Hayato si strinse ancora di più in sé, con le
lacrime agli occhi cercò di stabilizzare il tono, era troppo
da metabolizzare tutto insieme
"P-Perché? Perché mi hai salvato?" chiese.
Iemitsu annuì, leggendo la riconoscenza nei suoi occhi si
sentì più sereno e riuscì a parlare a
cuore aperto.
"Me lo ha chiesto Shamal, lui sapeva che tuo padre era impazzito dopo
la morte di Lavina e avrebbe voluto proteggerti. Non sta a me
raccontarti questa parte della storia quindi lasciami solo dire che mi
ha chiesto questo favore e a Shamal devo la vita."
"Dici sul serio?" domandò Hayato sempre più
disorientato, gli venivano rivelate realtà che non avrebbe
mai immaginato.
Iemitsu sorrise, gli scombinò i capelli con una mano.
"Sì e quando ti abbiamo trovato ero così felice.
Dando a te una seconda occasione sentivo di darla anche a me stesso e
quando è emerso che eri una tempesta ho trovato la soluzione
perfetta.

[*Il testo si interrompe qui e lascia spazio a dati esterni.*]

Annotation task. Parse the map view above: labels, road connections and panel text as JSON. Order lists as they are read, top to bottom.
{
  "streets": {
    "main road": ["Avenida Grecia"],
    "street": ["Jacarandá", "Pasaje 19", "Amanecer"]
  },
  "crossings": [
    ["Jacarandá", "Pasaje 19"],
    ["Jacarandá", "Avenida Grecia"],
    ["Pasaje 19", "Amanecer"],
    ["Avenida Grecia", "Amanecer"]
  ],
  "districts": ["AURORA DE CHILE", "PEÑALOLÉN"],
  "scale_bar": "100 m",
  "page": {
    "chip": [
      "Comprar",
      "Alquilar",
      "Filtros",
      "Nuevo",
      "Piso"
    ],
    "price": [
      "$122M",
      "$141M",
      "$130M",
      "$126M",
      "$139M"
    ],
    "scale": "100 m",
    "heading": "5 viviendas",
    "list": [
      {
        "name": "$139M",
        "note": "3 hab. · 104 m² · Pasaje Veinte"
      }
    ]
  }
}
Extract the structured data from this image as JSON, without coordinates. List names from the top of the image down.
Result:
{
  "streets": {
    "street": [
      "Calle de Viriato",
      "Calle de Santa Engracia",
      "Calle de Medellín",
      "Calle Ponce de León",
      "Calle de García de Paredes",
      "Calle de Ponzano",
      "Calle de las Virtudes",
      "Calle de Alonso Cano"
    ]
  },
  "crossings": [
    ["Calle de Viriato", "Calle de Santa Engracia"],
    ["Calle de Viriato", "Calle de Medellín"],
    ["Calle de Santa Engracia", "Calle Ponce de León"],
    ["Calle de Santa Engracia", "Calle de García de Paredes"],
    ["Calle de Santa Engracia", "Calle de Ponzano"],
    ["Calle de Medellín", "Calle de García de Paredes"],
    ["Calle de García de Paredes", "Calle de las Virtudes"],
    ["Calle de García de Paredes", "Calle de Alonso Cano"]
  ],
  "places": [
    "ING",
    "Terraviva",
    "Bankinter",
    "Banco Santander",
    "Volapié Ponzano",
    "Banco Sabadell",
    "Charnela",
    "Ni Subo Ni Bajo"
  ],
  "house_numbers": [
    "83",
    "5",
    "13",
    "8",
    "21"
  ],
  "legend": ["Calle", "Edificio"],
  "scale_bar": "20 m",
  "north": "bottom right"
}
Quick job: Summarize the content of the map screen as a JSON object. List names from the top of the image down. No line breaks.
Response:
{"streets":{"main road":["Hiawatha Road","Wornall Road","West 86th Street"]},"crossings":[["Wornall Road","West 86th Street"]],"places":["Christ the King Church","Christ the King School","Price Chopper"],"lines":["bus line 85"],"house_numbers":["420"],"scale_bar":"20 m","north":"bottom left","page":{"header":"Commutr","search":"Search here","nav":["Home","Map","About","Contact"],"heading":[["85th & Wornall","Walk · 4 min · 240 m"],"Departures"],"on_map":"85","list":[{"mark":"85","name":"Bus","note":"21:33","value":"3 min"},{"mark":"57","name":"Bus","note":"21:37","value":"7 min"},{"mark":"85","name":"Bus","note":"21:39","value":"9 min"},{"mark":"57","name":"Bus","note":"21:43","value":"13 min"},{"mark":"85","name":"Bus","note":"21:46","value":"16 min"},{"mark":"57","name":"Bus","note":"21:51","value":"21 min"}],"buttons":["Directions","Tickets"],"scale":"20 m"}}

Gokudera, tu dovevi essere il boss dei Bianchi, prima che
passasse la legge che permette anche alle donne della tua famiglia di
prendere il posto e noi non potevamo semplicemente impadronirci
dell'erede di una potentissima famiglia alleata con una tale conoscenza
dei veleni da essere sempre convenuto avercela dalla nostra parte.
Quindi abbiamo fatto sembrare che fosse tutto casuale, che tu avessi
incontrato mio figlio e lui ti avesse scelto come suo guardiano della
tempesta e braccio destro perché nessun legame è
più sacro dell'armonia nel nostro mondo quindi non ci
sarebbero state obiezioni" raccontò.
Hayato sentì il battito cardiaco accelerare, si
abbandonò a quella strana, inusuale e assolutamente mai
accaduta prima dimostrazione di affetto e tremò debolmente.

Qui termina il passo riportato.